Isu stunting menjadi salah satu perhatian pemerintah. Presiden Joko Widodo menginstruksikan secara langsung kepada jajarannya untuk bersama mengurangi stunting. Untuk itu diperlukan sosialisasi dan promosi yang lebih massif terkait bahaya stunting kepada para ibu hamil dan keluarganya. Hal ini disampaikan dalam rapat terbatas mengenai percepatan penurunan stunting di Istana Merdeka Rabu (5/8).

Berdasarkan data statistic kesehatan, ada 10 provinsi yang menempati urutan tertinggi jumlah penderita stunting terbatas. Provinsi yang dimaksud meliputi: Nusa Tenggara Timur, Sulawesi Barat, Nusa Tenggara Barat, Gorontalo, Aceh, Kalimantan Tengah, Kalimantan Selatan, Kalimantan Barat, Sulawesi Tenggara, dan Sulawesi Tengah. Presiden Joko Widodo memerintahkan agar program percepatan penanganan stunting difokuskan di 10 provinsi tersebut. Yang diperintahkan secara langsung oleh Presiden adalah Mendagri Tito Karnavian dan para gubernur di provinsi tersebut.

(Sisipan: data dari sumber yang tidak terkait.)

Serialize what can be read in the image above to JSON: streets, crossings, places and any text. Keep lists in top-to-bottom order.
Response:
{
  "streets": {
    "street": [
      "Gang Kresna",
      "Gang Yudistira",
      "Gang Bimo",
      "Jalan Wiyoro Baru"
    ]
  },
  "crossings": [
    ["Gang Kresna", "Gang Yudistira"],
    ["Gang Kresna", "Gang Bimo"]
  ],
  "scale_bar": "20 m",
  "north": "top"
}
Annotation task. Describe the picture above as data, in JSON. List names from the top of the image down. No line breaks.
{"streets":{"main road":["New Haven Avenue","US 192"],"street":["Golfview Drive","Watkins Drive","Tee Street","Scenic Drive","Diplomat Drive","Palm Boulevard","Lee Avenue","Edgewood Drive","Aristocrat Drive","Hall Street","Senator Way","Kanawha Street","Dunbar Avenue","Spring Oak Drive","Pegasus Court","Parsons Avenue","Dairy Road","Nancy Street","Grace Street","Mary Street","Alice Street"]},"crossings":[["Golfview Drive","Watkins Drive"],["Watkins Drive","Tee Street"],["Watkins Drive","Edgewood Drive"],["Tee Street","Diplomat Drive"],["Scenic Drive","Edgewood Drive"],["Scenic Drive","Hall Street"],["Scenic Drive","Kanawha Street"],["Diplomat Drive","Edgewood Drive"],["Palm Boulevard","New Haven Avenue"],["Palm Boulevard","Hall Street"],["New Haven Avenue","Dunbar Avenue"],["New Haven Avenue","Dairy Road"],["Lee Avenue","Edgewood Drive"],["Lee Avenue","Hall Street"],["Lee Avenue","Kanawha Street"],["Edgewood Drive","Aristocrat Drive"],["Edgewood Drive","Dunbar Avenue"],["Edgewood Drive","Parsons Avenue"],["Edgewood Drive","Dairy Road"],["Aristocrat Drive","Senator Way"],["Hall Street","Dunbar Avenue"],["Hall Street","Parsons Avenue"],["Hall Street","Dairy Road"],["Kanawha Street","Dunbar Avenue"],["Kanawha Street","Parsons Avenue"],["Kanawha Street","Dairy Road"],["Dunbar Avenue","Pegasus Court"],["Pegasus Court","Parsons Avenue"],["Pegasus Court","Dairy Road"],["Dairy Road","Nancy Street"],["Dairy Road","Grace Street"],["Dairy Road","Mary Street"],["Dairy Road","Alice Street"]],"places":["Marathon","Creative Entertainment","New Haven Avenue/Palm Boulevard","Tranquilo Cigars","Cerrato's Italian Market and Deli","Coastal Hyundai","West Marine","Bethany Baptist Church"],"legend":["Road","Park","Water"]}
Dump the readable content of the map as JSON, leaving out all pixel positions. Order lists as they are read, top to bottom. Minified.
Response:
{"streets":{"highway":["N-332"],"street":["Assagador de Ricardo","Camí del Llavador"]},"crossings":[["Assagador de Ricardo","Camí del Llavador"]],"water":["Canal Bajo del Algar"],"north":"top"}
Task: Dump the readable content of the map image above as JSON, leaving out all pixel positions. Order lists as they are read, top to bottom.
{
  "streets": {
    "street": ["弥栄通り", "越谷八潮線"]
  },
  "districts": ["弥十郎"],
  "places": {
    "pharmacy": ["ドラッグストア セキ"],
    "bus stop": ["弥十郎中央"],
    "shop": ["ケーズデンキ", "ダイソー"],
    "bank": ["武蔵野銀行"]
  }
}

Menurut Menkes Terawan Agus Putranto, program pencegahan stunting merupakan asset untuk mewujudkan program Indonesia maju di masa mendatang. Menurut Menkes, pihaknya akan melakukan koordinasi antar kementerian dan lembaga. Angka stunting pada tahun 2013 mencapai 37% dan turun menjadi 27,6% pada tahun 2019. Pihaknya menargetkan bahwa jumlah stunting akan turun menjadi 14% pada tahun 2024.